=== Provided entries ===

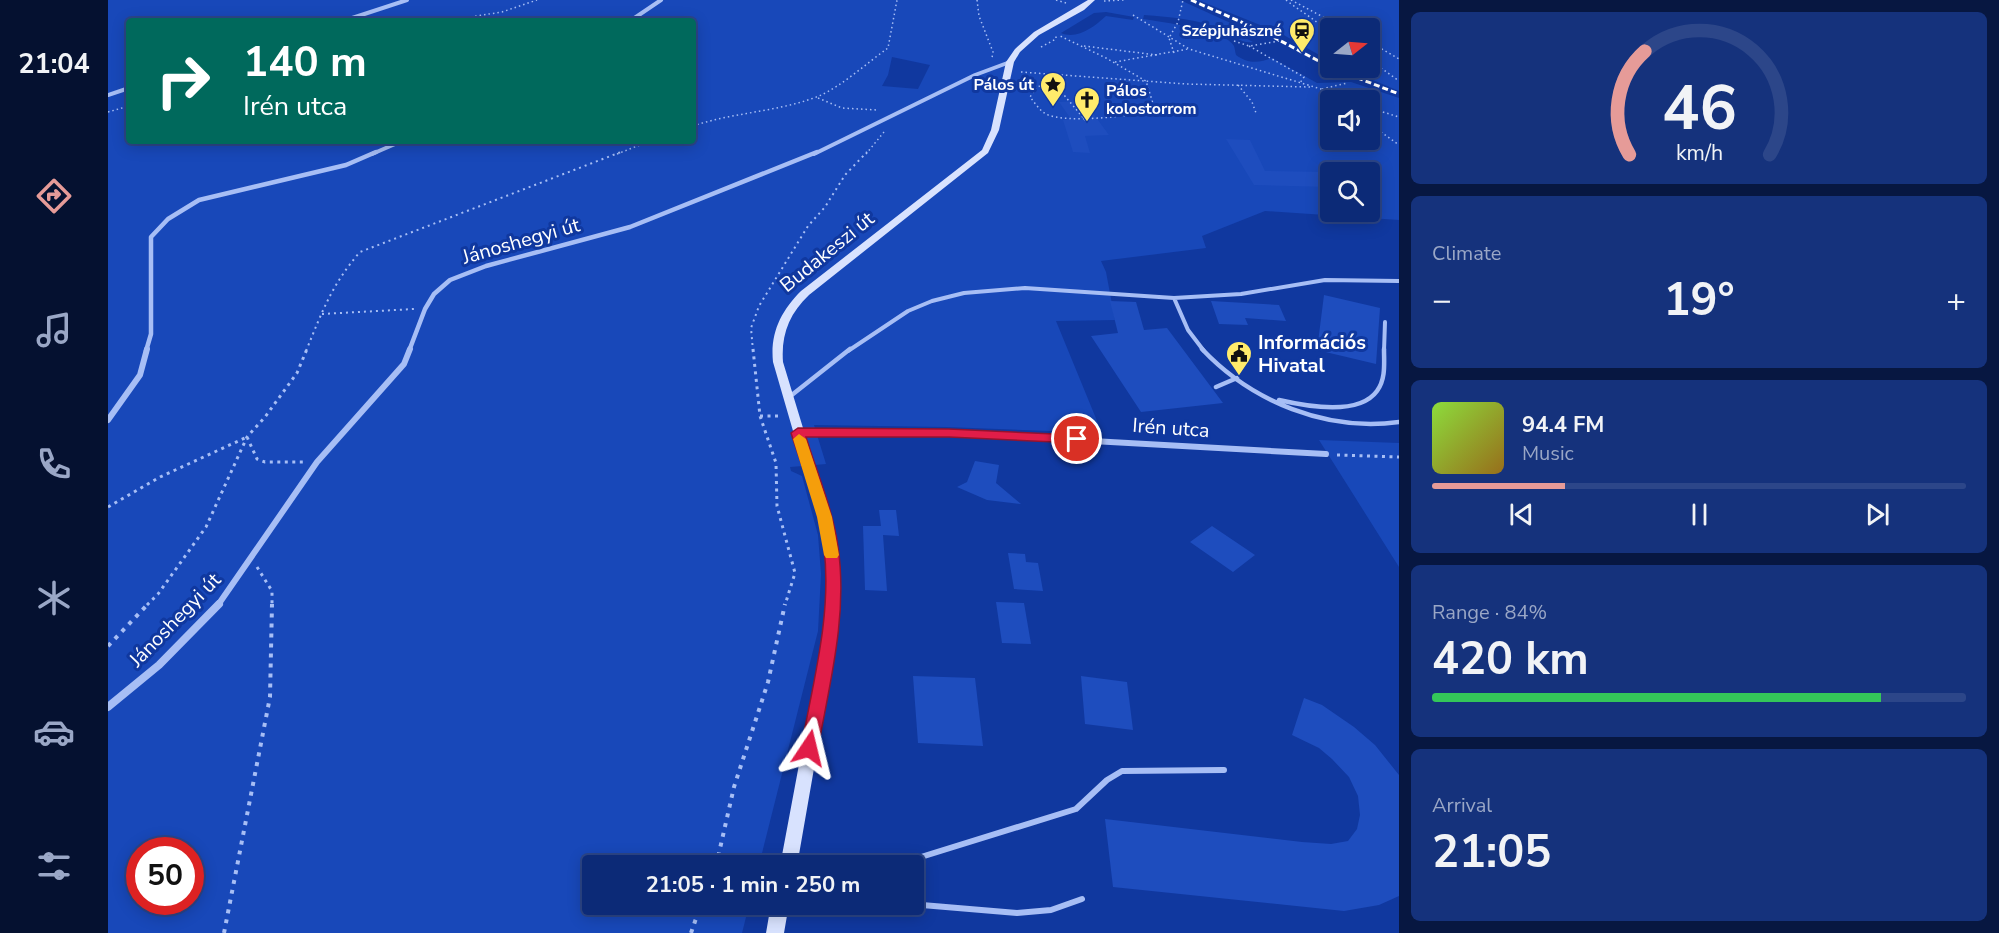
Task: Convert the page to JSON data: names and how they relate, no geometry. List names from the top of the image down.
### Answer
{
  "streets": {
    "main road": ["Budakeszi út"],
    "street": ["Jánoshegyi út", "Irén utca"]
  },
  "crossings": [
    ["Jánoshegyi út", "Budakeszi út"],
    ["Budakeszi út", "Irén utca"]
  ],
  "places": {
    "station": ["Szépjuhászné"],
    "place": ["Pálos út"],
    "church": ["Pálos kolostorrom"],
    "public building": ["Információs Hivatal"]
  },
  "north": "right",
  "page": {
    "tabs": "21:04",
    "turn": ["140 m", "Irén utca"],
    "tile": [
      "Climate",
      ["Range · 84%", "420 km"],
      ["Arrival", "21:05"]
    ],
    "heat": ["−", "19°", "+"],
    "song": ["94.4 FM", "Music"],
    "limit": "50",
    "trip": "21:05 · 1 min · 250 m",
    "gauge": ["46", "km/h"]
  }
}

===

**What to work on:**
Each record above needs to be retyped exactly, without any pictures.

**Solution to this exercise:**
Task: Convert the page to JSON data: names and how they relate, no geometry. List names from the top of the image down.
### Answer
{
  "streets": {
    "main road": ["Budakeszi út"],
    "street": ["Jánoshegyi út", "Irén utca"]
  },
  "crossings": [
    ["Jánoshegyi út", "Budakeszi út"],
    ["Budakeszi út", "Irén utca"]
  ],
  "places": {
    "station": ["Szépjuhászné"],
    "place": ["Pálos út"],
    "church": ["Pálos kolostorrom"],
    "public building": ["Információs Hivatal"]
  },
  "north": "right",
  "page": {
    "tabs": "21:04",
    "turn": ["140 m", "Irén utca"],
    "tile": [
      "Climate",
      ["Range · 84%", "420 km"],
      ["Arrival", "21:05"]
    ],
    "heat": ["−", "19°", "+"],
    "song": ["94.4 FM", "Music"],
    "limit": "50",
    "trip": "21:05 · 1 min · 250 m",
    "gauge": ["46", "km/h"]
  }
}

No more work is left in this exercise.